Asynchronous Disaster Recovery for VMware Tanzu using Portworx PX-DR

In today’s digital era, infrastructure and application modernization are the cornerstones of all digital transformation strategy. However, one often-overlooked critical aspect is implementing a robust approach to disaster recovery (DR). Disasters may be rare and can result from unforeseen events, human error, or sabotage. But what makes a disaster devastating is the inability to recover quickly and effectively, leading to long downtimes. Organizations modernizing their infrastructure using solutions like VMware Tanzu need to build a robust DR plan. This is where PX-DR from Portworx can help them design and deploy a DR solution that allows them to recover quickly and effectively from disasters. Having a strong DR solution like PX-DR allows organizations to avoid widespread negative impacts on the business and brand, whether it’s poor customer experience, lost revenue, or business and operational issues.  

PX-DR allows administrators to create Asynchronous DR relationships between multiple Kubernetes clusters. With PX-DR, source and destination VMware Tanzu Kubernetes clusters can be running in the same datacenter or region, or they can be spread across datacenters for more resilience. Async DR doesn’t have any latency requirements, and the RPO configuration will depend on the network bandwidth you have available between the two VMware Tanzu clusters. 

To set up Async DR between two VMware Tanzu clusters, use the following steps:

  • Deploy a source and a destination VMware Tanzu Kubernetes cluster, either on the same vSphere cluster or separate vSphere clusters spread across multiple racks or multiple datacenters.

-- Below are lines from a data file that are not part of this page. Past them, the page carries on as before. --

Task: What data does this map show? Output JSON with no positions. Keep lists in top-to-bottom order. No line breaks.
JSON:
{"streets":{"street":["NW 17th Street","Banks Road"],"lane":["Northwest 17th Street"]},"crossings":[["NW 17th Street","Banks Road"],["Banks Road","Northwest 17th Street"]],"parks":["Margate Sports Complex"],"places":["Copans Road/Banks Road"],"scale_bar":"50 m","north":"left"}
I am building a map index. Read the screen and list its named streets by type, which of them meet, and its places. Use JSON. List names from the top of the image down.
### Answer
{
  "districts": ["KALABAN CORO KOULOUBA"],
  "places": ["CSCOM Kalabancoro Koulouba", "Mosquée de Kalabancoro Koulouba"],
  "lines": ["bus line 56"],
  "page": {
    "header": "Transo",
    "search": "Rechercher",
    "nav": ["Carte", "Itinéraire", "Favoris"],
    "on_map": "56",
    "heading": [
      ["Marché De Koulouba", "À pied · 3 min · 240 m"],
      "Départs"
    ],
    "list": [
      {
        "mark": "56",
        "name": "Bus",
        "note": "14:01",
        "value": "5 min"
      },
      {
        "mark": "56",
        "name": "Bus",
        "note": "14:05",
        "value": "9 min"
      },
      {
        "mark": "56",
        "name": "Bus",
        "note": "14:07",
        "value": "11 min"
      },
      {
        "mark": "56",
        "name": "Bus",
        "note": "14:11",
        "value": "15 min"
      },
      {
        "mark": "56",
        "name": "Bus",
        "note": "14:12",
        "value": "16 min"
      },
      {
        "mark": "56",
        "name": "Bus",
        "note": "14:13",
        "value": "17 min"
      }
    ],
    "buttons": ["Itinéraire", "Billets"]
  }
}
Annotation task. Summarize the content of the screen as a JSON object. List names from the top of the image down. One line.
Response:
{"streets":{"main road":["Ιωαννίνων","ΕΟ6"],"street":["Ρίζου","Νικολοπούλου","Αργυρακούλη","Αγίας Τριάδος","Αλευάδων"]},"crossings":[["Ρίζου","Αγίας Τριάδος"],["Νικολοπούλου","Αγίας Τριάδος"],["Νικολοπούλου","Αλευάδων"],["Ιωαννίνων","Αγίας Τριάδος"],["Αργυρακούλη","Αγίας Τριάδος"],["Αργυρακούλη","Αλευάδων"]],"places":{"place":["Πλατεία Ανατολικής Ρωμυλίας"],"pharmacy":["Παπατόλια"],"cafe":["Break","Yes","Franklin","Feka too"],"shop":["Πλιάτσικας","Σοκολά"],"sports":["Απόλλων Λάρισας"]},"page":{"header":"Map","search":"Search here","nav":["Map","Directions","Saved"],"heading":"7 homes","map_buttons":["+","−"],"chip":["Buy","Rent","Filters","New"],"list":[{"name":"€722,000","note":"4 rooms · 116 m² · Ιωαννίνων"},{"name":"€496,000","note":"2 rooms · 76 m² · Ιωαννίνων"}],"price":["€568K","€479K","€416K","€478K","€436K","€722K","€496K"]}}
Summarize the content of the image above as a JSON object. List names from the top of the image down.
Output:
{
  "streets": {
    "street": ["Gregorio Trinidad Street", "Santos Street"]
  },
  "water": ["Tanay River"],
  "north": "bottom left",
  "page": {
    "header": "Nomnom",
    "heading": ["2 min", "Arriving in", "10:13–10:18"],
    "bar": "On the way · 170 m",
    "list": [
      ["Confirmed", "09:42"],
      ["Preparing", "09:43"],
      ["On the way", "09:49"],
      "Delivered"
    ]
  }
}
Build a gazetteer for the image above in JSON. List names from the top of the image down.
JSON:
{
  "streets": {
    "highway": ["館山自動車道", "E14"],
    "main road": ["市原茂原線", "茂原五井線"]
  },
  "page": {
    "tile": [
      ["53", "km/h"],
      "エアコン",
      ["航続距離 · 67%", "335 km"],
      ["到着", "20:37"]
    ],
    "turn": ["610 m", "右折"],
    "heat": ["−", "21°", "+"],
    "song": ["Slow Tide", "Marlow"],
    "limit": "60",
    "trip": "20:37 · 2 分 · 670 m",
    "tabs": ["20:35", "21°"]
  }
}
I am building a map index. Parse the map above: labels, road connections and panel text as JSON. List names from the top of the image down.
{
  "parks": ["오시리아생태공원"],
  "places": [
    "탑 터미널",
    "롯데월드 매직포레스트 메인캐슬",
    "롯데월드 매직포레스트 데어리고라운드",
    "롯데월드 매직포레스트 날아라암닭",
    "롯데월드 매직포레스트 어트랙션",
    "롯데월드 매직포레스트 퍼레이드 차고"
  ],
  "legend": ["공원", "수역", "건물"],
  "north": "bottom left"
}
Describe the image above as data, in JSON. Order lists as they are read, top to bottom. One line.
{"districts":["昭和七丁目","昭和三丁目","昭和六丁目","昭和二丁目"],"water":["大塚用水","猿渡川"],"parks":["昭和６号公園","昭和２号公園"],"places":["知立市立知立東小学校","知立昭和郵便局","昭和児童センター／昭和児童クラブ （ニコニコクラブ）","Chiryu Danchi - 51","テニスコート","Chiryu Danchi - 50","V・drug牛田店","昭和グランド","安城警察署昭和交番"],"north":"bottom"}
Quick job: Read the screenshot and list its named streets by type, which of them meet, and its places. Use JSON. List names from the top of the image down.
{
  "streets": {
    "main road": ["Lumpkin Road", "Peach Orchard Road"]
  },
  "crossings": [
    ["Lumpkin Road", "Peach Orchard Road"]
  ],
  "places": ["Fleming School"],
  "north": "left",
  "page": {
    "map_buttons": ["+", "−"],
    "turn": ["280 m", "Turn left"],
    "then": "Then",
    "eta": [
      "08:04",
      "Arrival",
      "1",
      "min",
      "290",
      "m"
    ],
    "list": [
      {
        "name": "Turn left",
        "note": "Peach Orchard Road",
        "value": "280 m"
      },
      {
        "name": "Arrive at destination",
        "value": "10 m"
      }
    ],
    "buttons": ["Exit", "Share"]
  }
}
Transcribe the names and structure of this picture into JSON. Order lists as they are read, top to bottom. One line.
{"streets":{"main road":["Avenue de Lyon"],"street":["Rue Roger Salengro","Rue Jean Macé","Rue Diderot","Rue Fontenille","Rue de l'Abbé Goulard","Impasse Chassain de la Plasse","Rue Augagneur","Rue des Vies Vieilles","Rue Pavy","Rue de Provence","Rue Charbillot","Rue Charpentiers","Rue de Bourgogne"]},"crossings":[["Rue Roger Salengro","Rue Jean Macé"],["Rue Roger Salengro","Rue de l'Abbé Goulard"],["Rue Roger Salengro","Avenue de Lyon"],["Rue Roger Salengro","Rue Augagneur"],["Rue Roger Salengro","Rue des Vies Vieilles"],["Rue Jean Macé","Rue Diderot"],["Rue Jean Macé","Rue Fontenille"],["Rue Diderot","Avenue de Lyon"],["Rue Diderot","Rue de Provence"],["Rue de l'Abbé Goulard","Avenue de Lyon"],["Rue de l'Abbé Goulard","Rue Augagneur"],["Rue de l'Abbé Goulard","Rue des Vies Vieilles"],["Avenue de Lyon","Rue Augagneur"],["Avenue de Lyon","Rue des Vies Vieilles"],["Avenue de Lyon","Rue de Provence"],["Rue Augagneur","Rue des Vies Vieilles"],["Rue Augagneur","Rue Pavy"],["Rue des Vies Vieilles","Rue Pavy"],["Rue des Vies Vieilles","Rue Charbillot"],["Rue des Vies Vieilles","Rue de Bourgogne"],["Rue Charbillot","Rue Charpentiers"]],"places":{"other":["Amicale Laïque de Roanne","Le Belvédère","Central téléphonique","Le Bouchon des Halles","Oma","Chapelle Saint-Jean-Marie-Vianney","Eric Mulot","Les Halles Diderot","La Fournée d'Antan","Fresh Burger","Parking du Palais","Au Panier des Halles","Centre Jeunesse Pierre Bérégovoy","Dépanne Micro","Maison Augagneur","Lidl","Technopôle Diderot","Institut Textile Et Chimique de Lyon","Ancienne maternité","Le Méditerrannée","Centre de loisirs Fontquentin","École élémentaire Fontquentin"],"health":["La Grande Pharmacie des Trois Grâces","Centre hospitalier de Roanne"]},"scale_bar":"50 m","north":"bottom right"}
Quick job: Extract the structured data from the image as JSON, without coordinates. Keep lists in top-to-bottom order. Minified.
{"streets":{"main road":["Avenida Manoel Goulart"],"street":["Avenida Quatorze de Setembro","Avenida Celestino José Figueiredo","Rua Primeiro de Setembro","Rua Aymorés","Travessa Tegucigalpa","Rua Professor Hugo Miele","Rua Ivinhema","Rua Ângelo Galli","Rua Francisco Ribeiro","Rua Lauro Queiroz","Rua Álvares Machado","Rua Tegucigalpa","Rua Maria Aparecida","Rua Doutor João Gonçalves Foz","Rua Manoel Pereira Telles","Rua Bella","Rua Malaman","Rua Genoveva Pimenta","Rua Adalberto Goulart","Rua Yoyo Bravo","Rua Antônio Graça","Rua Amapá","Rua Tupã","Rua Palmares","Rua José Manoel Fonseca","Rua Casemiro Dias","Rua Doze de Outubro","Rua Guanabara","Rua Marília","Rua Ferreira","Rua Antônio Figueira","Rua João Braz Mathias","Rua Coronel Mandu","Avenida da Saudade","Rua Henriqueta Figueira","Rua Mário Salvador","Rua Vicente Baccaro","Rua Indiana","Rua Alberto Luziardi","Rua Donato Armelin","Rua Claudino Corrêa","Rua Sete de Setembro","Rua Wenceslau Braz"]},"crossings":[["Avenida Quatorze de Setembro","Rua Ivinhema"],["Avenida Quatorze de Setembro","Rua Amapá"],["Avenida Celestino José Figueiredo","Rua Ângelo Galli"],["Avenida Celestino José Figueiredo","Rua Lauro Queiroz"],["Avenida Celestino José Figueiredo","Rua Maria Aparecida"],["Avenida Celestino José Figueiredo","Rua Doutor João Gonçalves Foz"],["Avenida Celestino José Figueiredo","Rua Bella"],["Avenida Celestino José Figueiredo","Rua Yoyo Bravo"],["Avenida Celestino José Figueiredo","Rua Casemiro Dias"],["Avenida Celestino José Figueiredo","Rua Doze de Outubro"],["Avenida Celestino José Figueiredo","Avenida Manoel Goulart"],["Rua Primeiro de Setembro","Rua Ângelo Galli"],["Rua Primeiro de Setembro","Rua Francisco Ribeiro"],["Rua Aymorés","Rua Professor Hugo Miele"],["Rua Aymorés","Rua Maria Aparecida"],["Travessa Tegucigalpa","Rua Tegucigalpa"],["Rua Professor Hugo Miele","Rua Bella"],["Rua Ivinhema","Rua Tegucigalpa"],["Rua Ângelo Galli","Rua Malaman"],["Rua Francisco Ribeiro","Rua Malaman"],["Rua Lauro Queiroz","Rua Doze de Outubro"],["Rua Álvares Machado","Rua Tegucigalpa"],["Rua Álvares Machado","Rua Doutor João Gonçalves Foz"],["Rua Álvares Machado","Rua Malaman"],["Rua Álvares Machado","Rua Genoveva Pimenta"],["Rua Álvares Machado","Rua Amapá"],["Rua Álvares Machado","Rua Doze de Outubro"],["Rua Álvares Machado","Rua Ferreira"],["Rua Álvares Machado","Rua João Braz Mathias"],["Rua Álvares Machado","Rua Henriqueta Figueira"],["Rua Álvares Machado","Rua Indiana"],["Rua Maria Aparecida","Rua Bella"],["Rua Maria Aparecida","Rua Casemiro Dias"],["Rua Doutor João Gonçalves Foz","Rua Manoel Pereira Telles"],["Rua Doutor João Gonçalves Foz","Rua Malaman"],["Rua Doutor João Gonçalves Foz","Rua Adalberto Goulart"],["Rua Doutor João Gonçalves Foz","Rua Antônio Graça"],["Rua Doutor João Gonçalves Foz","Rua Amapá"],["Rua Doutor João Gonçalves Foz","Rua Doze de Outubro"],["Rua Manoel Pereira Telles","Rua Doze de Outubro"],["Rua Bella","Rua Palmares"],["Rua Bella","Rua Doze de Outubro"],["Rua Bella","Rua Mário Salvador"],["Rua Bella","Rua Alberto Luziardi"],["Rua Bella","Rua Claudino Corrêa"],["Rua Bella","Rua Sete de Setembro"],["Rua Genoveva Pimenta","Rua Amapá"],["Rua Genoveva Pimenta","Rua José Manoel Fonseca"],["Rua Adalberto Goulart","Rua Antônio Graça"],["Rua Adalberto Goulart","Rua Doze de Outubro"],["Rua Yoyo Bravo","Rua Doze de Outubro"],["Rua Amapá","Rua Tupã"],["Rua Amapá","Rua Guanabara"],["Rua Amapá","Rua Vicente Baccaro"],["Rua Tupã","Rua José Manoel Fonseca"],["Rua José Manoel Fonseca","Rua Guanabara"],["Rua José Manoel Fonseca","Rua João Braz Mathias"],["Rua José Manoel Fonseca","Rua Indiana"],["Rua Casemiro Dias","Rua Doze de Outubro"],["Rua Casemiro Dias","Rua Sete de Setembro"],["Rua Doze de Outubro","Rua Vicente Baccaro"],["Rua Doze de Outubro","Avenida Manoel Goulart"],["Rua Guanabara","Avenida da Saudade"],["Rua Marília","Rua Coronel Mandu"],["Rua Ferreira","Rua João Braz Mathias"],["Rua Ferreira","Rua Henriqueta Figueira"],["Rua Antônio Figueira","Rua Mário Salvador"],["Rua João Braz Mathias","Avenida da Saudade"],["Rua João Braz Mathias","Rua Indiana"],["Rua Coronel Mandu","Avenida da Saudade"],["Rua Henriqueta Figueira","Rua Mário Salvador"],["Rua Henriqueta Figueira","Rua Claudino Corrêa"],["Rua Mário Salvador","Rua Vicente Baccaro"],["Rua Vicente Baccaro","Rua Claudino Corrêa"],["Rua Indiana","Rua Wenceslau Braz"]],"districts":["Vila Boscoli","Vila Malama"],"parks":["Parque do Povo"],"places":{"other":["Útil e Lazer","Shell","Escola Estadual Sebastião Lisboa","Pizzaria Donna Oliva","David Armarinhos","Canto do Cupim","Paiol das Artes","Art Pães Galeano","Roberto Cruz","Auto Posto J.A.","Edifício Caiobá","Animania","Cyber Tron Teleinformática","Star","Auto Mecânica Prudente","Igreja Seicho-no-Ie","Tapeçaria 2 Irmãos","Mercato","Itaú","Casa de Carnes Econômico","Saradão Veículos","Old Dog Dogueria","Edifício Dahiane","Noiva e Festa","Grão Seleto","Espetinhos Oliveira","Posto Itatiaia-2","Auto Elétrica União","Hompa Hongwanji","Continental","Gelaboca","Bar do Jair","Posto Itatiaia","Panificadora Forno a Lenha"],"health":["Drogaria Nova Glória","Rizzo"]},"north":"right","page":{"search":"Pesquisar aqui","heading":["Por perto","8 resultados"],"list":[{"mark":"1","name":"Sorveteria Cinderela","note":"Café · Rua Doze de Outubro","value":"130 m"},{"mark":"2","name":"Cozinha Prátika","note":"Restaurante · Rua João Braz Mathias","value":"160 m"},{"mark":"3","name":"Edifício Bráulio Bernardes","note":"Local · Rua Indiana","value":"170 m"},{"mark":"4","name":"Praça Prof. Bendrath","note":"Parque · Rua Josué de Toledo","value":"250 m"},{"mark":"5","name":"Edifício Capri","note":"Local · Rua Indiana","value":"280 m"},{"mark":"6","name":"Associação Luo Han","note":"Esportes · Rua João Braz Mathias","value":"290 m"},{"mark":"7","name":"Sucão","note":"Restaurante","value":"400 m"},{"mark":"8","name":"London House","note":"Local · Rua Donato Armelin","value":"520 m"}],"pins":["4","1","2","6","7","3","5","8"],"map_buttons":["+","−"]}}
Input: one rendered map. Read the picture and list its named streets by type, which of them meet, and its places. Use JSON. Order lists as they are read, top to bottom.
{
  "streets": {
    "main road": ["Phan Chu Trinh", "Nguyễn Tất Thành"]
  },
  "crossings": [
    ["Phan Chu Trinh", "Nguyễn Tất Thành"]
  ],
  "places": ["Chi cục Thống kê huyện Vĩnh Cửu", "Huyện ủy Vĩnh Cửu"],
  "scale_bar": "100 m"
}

These clusters should be able to talk to each other using the public subnets defined for external traffic. These source and destination clusters can be deployed on VMware Cloud Foundation with Tanzu, vSphere with Tanzu, or just TKG-compliant clusters. 
  • Install Portworx Enterprise version 2.8 on the Tanzu Kubernetes clusters. PX-DR works with releases prior to 2.8 as well. Using Portworx Enterprise version 2.8 or higher allows dynamic provisioning of Portworx virtual disks using the native VMware CSI plugin. Assign the necessary license needed for PX-DR on both the clusters. 
  • Edit the ‘portworx-service’ service object in the kube-system namespace and change it to type LoadBalancer. We will talk about why this is needed when we generate a ClusterPair between the two Tanzu Kubernetes clusters. Ports 9001 and 9010 on the destination cluster should be reachable from the source cluster as well.
  • Install storkctl utility on your jump host or bastion host. This bastion host should have connectivity to both your source and destination clusters. Use the following command if you are using a Linux bastion host:
STORK_POD=$(kubectl get pods -n kube-system -l name=stork -o jsonpath='{.items[0]}') &&
kubectl cp -n kube-system $STORK_POD:/storkctl/linux/storkctl ./storkctl
sudo mv storkctl /usr/local/bin &&
sudo chmod +x /usr/local/bin/storkctl
  • Create object store credentials on the Tanzu clusters running Portworx. You can use AWS S3 or S3-compatible object store, Azure, or GCP for this. Use the following command if you are using AWS S3 or an S3-compatible object store. You can get the UUID of the destination cluster by using the ‘pxctl cluster status’ command.
/opt/pwx/bin/pxctl credentials create \
--provider s3 \
--s3-access-key <aws_access_key> \
--s3-secret-key <aws_secret_key> \
--s3-region us-east-1  \
--s3-endpoint \
--s3-storage-class STANDARD \
  • Now that we have all the pre-reqs configured, we can now proceed with the Async DR configuration. The first step in configuring Async DR is creating a ClusterPair object between the source and the destination cluster. ClusterPair is a trust object in Kubernetes, and Portworx requires this object to communicate with the destination cluster. The ClusterPair object pairs the Portworx storage driver with the Kubernetes scheduler, allowing volumes and resources to be migrated between clusters. The ClusterPair spec is generated on the destination cluster and is applied on the source cluster.
storkctl generate clusterpair -n migrationnamespace remotecluster > clusterpair.yaml

Once you have the yaml file generated, edit it to update the following options:

    ip:     <ip_of_remote_px_node>
    port:   <port_of_remote_px_node_default_9001>
    token:  <token_from_step_3>
    mode: DisasterRecovery

Fetch the IP using ‘kubectl get svc -n kube-system | grep portworx-service’ command—this is the LoadBalancer IP that we edited in step 3. To fetch the token, use the command ‘pxctl cluster token show’.  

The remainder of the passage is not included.